A ripple of discomfort passed through the students.

“Core fractures. Soulspace instability. Pulse drift. You’ve heard of these. But you’ve dismissed them as rare anomalies—corner-case phenomena.”

“They are not rare anymore.”

He looked up. For the first time, there was emotion behind his gaze.

“They are multiplying.”

“In some sects, entire branches have collapsed under the weight of corrupted intent. Students rise fast. Shine bright. Burn out. Some lose control. Some lose self entirely.”

“We speak of ‘demonic corruption’ as if it were always external. As if it is something that finds you in the dark.”
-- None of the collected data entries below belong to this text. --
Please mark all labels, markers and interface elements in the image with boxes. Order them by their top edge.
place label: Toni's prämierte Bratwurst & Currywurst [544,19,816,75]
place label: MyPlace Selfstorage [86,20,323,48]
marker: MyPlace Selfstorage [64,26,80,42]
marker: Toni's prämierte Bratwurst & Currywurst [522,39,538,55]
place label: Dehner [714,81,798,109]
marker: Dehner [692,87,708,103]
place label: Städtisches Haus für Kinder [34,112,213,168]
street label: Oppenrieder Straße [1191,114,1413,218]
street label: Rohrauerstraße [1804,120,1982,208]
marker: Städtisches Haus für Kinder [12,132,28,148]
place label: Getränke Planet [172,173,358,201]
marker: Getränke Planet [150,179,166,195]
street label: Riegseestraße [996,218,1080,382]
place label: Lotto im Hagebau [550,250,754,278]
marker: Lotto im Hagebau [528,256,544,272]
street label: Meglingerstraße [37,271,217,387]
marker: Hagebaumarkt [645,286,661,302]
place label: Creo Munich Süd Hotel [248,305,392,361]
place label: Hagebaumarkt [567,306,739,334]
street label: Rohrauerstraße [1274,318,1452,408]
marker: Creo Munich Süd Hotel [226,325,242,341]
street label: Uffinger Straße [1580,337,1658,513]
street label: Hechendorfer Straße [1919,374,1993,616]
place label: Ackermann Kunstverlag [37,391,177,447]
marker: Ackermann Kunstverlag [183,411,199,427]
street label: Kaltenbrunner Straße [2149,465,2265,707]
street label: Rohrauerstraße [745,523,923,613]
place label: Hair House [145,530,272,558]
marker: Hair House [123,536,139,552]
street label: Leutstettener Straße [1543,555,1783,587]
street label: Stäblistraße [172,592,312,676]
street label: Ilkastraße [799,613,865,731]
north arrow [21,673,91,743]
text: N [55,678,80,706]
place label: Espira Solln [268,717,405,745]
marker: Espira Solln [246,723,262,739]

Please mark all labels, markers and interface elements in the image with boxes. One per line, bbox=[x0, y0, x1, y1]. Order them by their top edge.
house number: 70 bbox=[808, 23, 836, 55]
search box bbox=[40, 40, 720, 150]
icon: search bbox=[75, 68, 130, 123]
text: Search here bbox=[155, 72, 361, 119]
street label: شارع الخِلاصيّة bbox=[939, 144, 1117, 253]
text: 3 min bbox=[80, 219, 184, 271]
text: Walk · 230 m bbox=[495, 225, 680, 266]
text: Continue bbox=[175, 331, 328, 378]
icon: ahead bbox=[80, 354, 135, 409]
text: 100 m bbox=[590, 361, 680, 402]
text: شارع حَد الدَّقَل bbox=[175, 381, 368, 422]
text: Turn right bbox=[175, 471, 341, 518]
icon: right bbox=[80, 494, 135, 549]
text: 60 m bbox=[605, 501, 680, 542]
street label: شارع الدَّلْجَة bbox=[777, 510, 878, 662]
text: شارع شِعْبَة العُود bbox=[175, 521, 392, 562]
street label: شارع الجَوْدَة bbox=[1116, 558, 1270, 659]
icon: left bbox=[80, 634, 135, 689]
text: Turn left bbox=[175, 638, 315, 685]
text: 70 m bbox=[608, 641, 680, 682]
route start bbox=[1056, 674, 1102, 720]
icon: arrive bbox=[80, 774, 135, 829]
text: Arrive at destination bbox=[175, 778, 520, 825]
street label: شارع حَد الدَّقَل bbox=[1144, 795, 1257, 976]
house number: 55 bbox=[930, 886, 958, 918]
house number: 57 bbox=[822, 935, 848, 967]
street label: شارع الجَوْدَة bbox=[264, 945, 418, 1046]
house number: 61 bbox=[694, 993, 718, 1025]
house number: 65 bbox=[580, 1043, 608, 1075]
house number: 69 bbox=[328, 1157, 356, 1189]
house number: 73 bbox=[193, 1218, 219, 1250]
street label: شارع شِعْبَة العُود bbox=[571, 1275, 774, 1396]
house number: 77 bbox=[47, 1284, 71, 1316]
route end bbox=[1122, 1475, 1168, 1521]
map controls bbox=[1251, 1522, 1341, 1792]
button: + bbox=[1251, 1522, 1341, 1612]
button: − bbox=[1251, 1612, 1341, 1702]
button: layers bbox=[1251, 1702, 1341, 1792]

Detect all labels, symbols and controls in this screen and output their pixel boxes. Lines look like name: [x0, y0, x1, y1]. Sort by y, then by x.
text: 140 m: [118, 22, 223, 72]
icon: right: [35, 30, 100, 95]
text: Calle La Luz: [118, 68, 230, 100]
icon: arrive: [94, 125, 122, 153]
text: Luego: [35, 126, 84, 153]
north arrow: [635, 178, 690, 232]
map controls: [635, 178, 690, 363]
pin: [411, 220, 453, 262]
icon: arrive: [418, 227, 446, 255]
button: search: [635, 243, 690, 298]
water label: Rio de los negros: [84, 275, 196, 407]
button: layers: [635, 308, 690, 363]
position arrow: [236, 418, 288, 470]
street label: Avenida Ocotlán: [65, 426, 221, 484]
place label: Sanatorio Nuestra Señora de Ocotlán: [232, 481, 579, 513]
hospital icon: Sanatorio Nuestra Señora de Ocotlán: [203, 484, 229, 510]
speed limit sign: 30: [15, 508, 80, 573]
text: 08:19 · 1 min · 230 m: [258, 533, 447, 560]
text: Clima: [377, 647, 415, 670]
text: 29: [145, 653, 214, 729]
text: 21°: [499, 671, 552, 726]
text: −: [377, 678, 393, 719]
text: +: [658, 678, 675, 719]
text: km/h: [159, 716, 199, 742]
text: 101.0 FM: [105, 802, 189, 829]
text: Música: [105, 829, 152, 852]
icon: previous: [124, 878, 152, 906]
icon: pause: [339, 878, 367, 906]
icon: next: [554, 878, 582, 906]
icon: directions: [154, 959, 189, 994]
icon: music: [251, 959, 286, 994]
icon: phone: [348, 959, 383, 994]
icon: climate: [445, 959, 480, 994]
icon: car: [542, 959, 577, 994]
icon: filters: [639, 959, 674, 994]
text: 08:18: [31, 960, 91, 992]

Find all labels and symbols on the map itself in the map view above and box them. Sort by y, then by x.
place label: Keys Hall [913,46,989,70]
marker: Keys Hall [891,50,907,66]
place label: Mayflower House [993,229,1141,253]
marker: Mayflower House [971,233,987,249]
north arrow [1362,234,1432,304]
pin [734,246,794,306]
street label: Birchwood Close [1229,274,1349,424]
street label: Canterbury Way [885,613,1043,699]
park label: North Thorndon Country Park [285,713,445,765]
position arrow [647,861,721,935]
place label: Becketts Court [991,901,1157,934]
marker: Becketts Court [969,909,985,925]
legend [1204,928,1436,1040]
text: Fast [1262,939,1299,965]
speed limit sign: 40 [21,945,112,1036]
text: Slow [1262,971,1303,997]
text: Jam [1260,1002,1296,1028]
“But what if it doesn’t find you?”

“What if you become it—by taking too much power too fast, with no truth to anchor it?”

Now several students were visibly uneasy.

A few scribes in the back began taking real notes.

“In every era, there are cracks in the framework. Leaks. Aberrations. Cultivators who rise outside the system—or beneath it.”

“The last time it happened, an entire generation was consumed. Not by war. Not by famine. By their own cores.”

He let the words hang.

“Your generation will face that same storm. Perhaps worse.”

He turned to General Li and offered a slight nod. The general gave no reply.

Then, slowly, Shen Duyi turned back toward the group—and fixed his eyes once again on Ethan.

“The system we follow is not wrong. But it is no longer sufficient.”

“If someone among you dares to study the map without assuming the map is the land—then perhaps the next generation will survive what’s coming.”

He stepped back from the center ring.

“That is all.”

Ethan rose last.

He didn’t say anything as the others filtered out. Didn’t look at MasterLan Huai. But as he left the chamber, his fingers twitched slightly—an unconscious motion, like he was already rearranging the world in his mind.